Once we had taken ample fodder for the Gram, the Discover Deep Japan team and I went on to enjoy a traditional samurai breakfast. Though spartan, the fare consisted of fish, rice, and pickles; indeed, a tasty and nourishing feast. What’s more, the backdrop of the Tashiro Family House, coupled with our typical warrior garments, made the entire experience feel nobly authentic. Even now, I still cannot believe that the local authorities let us both eat AND sleep in a Tangible Cultural Property.
Now, warmed by the sustenance of a good breakfast, we hopped into our cars and made our way over to Kansui. Here, we had two activities slated. First and foremost, we were to try our hand at kyudo. This martial art has its roots steeped in a millennia of Japanese archery on the battlefield and is practised by thousands worldwide. Prior incarnations of this discipline were known as kyujitsu but as the techniques gradually became infused with Zen thinking during the Edo period (1603–1868), kyudo emerged. Focusing more on “the way” of archery, kyudo places a higher emphasis on self-mastery.
Anyone who has ever fired a bow will tell you, archery ain’t exactly easy. For starters, it requires incredible focus to move your body in the precise manner needed to properly draw the bow. Likewise, there’s a critical upper back strength component to take into consideration. Even with the beginner’s longbows we used for practice, the kinetic energy built up in the string when at full draw was frightening. It’s only after you’ve tried your hands at kyudo that you’re able to understand that mastering both one’s mind and body while expressing it via an accurate shot is a true feat.

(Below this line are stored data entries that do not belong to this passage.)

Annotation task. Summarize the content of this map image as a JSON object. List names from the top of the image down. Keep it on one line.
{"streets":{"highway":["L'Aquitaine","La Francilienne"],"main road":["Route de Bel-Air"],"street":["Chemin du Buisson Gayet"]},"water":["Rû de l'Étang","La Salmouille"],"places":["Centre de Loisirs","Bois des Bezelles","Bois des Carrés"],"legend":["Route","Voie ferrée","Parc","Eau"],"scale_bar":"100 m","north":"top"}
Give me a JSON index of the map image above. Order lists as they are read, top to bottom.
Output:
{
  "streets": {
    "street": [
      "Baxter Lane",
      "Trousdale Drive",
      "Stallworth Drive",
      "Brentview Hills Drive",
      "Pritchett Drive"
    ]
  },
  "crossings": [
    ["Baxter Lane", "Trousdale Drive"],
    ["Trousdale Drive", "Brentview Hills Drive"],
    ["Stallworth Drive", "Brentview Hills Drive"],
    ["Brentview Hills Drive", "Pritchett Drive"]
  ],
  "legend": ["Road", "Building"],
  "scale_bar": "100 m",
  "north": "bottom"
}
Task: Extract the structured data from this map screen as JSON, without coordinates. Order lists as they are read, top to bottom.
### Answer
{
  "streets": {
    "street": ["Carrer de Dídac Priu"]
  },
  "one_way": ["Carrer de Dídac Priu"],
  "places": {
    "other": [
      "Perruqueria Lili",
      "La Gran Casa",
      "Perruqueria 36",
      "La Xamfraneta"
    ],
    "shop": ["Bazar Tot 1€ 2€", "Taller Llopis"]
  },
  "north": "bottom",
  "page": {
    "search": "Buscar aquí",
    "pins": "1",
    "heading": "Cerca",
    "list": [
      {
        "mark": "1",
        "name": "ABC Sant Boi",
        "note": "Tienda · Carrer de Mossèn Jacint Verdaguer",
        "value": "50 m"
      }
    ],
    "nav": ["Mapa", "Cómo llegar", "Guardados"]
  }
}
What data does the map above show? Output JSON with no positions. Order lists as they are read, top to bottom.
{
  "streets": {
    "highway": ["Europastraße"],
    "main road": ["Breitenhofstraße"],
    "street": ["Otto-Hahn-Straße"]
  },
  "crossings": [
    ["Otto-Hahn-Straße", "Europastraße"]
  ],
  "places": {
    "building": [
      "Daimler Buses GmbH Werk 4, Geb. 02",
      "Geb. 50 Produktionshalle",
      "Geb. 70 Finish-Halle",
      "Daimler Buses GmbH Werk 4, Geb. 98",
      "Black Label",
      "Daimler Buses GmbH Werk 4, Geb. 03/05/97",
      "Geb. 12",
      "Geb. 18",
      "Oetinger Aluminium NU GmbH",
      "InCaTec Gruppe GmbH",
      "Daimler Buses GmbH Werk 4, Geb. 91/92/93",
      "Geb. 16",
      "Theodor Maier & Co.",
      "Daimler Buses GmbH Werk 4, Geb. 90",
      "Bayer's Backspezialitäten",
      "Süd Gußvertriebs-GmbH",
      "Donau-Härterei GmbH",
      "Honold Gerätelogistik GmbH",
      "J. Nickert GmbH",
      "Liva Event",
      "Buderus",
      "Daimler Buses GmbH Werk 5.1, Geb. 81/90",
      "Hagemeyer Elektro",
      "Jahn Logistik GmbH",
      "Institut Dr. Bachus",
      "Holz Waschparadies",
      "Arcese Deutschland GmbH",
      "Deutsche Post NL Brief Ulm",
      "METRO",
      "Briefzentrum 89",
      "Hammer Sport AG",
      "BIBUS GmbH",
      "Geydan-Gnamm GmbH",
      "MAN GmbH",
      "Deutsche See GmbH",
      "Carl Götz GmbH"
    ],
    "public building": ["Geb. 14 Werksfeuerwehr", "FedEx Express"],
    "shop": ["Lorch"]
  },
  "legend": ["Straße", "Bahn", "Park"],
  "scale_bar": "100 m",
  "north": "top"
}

Following our failure at kyudo, the team and I made our way over to another area of Kansui. Here, we were to participate in a cherished part of Edo period (1603–18668) samurai culture, the tea ceremony. This custom was followed by what is known as cha-kaiseki, a mixed hybrid of the traditional tea ceremony and a kaiseki meal typically featured at an upscale ryokan. Much like the standard tea ceremony, cha-kaiseki comes with a complex set of rules on how to pass dishes, bowls, etc. This treasured ritual is yet another great example of peacetime samurai’s devotion to the process.
Again, stuffed following the to-die-for kaiseki experience, it was time to link up with the legendary Micaela of Fukuoka Eats fame at our Airbnb. For those who don’t recognize the name, Micaela is a rockstar in the region and has been living in Fukuoka Prefecture for over a decade and a half now. As is the case with many of the other Japan content creators, Micaela is an amazing human being and you should definitely check her out. Unlike not-a-foodie Donny, Micaela actually documents her gastronomic experiences and is therefore a great compliment to my odd interests.
Day two was to end with a small Halloween party with Micaela, many of the local tourism officials and the Discover Deep Japan team that had organized everything. Seeing as we had a few hours to kill before the revelry kicked off, I took it upon myself to share what I had learned about Akizuki. With the few last moments of sunlight, Micaela and I departed our accommodations for a quick tour of Akizuki. Though time was limited, we managed to squeeze in the Akizuki Castle Ruins and several spots I had visited on the previous day.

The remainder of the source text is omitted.